Items listed in a dataset
***
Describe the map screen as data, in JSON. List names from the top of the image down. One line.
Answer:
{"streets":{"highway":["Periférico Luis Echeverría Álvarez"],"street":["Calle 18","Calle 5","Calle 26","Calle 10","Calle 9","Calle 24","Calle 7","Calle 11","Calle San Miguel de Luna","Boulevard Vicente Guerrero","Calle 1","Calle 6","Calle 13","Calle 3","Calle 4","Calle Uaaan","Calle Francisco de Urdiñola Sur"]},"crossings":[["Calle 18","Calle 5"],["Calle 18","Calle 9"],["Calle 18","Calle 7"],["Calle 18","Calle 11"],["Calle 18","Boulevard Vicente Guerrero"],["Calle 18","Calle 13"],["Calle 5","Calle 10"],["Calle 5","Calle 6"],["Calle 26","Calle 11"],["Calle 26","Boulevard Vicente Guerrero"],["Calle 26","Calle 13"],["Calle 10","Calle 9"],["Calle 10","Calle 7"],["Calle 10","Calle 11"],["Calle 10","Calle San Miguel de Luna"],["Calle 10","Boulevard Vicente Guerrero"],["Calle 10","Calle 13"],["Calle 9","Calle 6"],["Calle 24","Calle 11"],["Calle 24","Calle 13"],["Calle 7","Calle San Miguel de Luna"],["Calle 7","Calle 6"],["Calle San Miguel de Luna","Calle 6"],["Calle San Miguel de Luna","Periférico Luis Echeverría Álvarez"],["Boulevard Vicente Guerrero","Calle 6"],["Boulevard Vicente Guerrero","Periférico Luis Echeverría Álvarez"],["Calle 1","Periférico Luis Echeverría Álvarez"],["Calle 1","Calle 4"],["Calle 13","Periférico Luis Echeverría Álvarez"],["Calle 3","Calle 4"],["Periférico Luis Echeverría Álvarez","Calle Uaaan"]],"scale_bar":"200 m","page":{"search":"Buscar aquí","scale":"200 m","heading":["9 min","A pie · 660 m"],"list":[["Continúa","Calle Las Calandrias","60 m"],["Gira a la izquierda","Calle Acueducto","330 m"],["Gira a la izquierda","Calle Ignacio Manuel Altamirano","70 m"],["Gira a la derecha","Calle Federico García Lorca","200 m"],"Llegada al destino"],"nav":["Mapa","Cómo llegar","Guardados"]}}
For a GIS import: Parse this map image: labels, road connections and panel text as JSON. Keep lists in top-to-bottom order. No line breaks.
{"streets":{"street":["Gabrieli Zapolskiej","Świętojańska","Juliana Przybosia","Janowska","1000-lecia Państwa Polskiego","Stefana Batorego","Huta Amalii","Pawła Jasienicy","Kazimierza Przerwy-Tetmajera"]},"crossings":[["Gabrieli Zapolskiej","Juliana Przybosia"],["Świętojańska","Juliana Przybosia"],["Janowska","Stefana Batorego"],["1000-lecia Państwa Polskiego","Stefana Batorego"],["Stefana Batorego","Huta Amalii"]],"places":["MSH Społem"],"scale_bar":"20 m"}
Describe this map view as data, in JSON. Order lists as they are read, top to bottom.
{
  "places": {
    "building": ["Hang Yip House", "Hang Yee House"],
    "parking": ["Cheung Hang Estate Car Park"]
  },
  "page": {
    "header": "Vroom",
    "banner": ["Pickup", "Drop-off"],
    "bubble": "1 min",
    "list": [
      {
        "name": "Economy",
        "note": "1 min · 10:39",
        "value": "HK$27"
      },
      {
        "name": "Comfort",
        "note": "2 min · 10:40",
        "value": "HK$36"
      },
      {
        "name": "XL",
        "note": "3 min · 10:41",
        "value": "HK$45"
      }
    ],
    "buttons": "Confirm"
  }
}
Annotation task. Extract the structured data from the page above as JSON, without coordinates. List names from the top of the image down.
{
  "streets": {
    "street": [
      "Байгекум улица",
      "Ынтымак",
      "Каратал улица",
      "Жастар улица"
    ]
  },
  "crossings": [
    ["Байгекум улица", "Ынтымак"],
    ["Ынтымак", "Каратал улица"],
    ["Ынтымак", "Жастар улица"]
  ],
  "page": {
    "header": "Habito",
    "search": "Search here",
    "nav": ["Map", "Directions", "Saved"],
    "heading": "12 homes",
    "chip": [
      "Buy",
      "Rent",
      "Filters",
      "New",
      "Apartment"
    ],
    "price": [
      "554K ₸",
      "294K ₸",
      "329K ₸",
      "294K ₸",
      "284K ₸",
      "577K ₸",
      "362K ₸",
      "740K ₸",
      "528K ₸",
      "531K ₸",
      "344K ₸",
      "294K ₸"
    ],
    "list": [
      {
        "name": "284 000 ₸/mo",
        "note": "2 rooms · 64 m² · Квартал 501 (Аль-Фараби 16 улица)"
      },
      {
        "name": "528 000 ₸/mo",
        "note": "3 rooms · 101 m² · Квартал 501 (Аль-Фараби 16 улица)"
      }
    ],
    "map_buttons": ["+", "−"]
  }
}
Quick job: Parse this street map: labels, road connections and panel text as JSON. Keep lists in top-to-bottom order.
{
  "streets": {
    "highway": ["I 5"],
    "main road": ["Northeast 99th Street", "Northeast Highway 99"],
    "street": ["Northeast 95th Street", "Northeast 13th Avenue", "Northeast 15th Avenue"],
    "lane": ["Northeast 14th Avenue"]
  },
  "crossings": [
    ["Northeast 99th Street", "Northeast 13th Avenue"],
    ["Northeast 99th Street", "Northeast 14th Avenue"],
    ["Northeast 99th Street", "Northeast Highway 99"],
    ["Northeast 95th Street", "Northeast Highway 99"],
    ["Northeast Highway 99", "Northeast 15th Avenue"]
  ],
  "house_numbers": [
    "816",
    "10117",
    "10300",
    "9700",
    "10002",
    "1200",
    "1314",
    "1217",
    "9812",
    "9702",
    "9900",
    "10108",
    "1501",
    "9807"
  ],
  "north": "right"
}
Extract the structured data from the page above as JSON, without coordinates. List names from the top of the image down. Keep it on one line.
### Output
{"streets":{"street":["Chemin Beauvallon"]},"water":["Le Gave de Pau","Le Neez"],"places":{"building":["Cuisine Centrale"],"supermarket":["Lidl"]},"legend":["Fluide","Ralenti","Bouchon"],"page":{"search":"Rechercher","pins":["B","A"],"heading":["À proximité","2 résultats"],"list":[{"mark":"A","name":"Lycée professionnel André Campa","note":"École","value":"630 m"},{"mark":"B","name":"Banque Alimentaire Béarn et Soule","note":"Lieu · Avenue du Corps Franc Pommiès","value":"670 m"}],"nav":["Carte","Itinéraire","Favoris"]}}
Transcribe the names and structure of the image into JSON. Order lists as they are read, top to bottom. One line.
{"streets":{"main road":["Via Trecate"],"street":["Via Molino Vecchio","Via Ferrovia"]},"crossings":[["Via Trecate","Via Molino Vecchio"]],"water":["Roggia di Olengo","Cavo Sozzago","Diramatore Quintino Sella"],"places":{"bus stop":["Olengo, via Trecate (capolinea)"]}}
***
Make a list of all lines in the data that contain "they".

YOUR RESPONSE
Describe this map view as data, in JSON. Order lists as they are read, top to bottom.
Transcribe the names and structure of the image into JSON. Order lists as they are read, top to bottom. One line.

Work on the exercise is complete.